United States District Court, S.D. Illinois
Mar 5, 2011
CIVIL NO. 11-132-GPM (S.D. Ill. Mar. 5, 2011)

Opinion

CIVIL NO. 11-132-GPM.

March 5, 2011


MEMORANDUM AND ORDER


Plaintiff Elijah Parker-Bey, a prisoner in the custody of the Illinois Department of Corrections ("IDOC") who currently is serving a sentence of three years' imprisonment at the Pinckneyville Correctional Center for delivery of cannabis, brings this action pro se pursuant to 42 U.S.C. § 1983 for alleged deprivations of his constitutional rights by persons acting under color of state law. Parker-Bey's complaint is before the Court for screening pursuant to 28 U.S.C. § 1915A, which provides, in relevant part:

(a) Screening. — The court shall review, before docketing, if feasible or, in any event, as soon as practicable after docketing, a complaint in a civil action in which a prisoner seeks redress from a governmental entity or officer or employee of a governmental entity.
(b) Grounds for Dismissal. — On review, the court shall identify cognizable claims or dismiss the complaint, or any portion of the complaint, if the complaint —
(1) is frivolous, malicious, or fails to state a claim upon which relief may be granted[.]
28 U.S.C. § 1915A. An action or claim is frivolous if "it lacks an arguable basis either in law or in fact." Neitzke v. Williams, 490 U.S. 319, 325 (1989). A complaint fails to state a claim upon which relief may be granted if it does not plead "enough facts to state a claim to relief that is plausible on its face." Bell Atl. Corp. v. Twombly, 550 U.S. 544, 570 (2007). A complaint is plausible on its face "when the plaintiff pleads factual content that allows the court to draw the reasonable inference that the defendant is liable for the misconduct alleged." Ashcroft v. Iqbal, 129 S. Ct. 1937, 1949 (2009).

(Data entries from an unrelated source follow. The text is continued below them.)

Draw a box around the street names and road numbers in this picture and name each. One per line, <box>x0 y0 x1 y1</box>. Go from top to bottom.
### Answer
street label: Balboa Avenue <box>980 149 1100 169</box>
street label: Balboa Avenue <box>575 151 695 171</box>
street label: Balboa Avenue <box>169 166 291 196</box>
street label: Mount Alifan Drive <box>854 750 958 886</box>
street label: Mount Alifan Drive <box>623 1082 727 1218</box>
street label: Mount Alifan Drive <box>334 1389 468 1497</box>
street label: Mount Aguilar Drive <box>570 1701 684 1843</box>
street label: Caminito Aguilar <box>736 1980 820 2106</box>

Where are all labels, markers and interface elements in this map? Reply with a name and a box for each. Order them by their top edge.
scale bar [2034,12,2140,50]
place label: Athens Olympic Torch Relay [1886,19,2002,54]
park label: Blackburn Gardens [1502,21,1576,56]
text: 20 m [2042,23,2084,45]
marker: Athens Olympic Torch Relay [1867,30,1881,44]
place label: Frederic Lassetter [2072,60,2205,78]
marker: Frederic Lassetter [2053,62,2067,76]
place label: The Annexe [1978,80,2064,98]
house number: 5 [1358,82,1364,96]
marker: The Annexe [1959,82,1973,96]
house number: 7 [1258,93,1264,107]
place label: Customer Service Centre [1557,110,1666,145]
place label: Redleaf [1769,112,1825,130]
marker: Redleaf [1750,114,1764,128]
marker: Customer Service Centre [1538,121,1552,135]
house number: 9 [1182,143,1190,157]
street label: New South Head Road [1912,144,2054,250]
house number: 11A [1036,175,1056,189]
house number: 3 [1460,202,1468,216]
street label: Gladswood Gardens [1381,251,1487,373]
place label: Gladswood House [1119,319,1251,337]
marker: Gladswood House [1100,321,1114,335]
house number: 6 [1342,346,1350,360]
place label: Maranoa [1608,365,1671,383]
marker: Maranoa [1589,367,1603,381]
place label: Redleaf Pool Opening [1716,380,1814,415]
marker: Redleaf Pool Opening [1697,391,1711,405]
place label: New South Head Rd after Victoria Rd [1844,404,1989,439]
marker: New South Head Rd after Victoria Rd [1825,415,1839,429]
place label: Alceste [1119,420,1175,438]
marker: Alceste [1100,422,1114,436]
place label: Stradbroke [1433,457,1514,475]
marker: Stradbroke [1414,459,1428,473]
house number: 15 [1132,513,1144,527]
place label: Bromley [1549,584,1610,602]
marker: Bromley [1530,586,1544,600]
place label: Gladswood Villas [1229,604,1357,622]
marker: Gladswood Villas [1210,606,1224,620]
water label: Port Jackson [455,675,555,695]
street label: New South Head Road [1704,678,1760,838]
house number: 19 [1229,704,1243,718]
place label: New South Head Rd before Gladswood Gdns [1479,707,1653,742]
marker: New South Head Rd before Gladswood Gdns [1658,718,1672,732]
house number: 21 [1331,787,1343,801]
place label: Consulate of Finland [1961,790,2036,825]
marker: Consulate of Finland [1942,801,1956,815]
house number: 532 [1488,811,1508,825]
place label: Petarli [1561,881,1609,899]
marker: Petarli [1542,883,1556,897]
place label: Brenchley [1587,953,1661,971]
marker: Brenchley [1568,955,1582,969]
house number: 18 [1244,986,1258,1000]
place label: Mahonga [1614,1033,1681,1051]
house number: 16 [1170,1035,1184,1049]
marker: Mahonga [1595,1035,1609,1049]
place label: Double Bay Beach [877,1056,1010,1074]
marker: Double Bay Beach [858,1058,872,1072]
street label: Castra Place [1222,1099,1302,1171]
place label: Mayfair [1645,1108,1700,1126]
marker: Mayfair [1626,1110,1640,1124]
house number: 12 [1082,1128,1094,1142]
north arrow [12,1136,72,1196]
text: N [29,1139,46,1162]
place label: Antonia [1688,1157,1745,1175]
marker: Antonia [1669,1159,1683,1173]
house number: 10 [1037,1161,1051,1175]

Though the Court must accept a plaintiff's factual allegations as true, "some factual allegations will be so sketchy or implausible that they fail to provide sufficient notice to defendants of the plaintiff's claim." Brooks v. Ross, 578 F.3d 574, 581 (7th Cir. 2009). Also, courts "should not accept as adequate abstract recitations of the elements of a cause of action or conclusory legal statements." Id. The factual allegations of a pro se complaint must be liberally construed. See Marshall v. Knight, 445 F.3d 965, 969 (7th Cir. 2006) (citing Haines v. Kerner, 404 U.S. 519, 520 (1972)).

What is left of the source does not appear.